TRY IT >>
Restate each entry shown beneath this instruction, keeping its wording intact.

DATA PROVIDED >>
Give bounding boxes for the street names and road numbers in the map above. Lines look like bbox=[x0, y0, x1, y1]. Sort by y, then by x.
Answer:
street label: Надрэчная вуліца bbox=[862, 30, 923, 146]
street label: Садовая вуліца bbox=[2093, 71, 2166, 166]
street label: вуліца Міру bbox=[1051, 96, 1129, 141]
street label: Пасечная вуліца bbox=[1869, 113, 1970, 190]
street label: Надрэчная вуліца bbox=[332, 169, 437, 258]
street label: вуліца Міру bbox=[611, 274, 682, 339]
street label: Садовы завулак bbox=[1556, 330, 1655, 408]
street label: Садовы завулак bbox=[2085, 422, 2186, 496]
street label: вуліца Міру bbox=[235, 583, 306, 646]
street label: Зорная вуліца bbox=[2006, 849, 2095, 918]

EXPECTED OUTPUT >>
Give bounding boxes for the street names and road numbers in the map above. Lines look like bbox=[x0, y0, x1, y1]. Sort by y, then by x.
Answer:
street label: Надрэчная вуліца bbox=[862, 30, 923, 146]
street label: Садовая вуліца bbox=[2093, 71, 2166, 166]
street label: вуліца Міру bbox=[1051, 96, 1129, 141]
street label: Пасечная вуліца bbox=[1869, 113, 1970, 190]
street label: Надрэчная вуліца bbox=[332, 169, 437, 258]
street label: вуліца Міру bbox=[611, 274, 682, 339]
street label: Садовы завулак bbox=[1556, 330, 1655, 408]
street label: Садовы завулак bbox=[2085, 422, 2186, 496]
street label: вуліца Міру bbox=[235, 583, 306, 646]
street label: Зорная вуліца bbox=[2006, 849, 2095, 918]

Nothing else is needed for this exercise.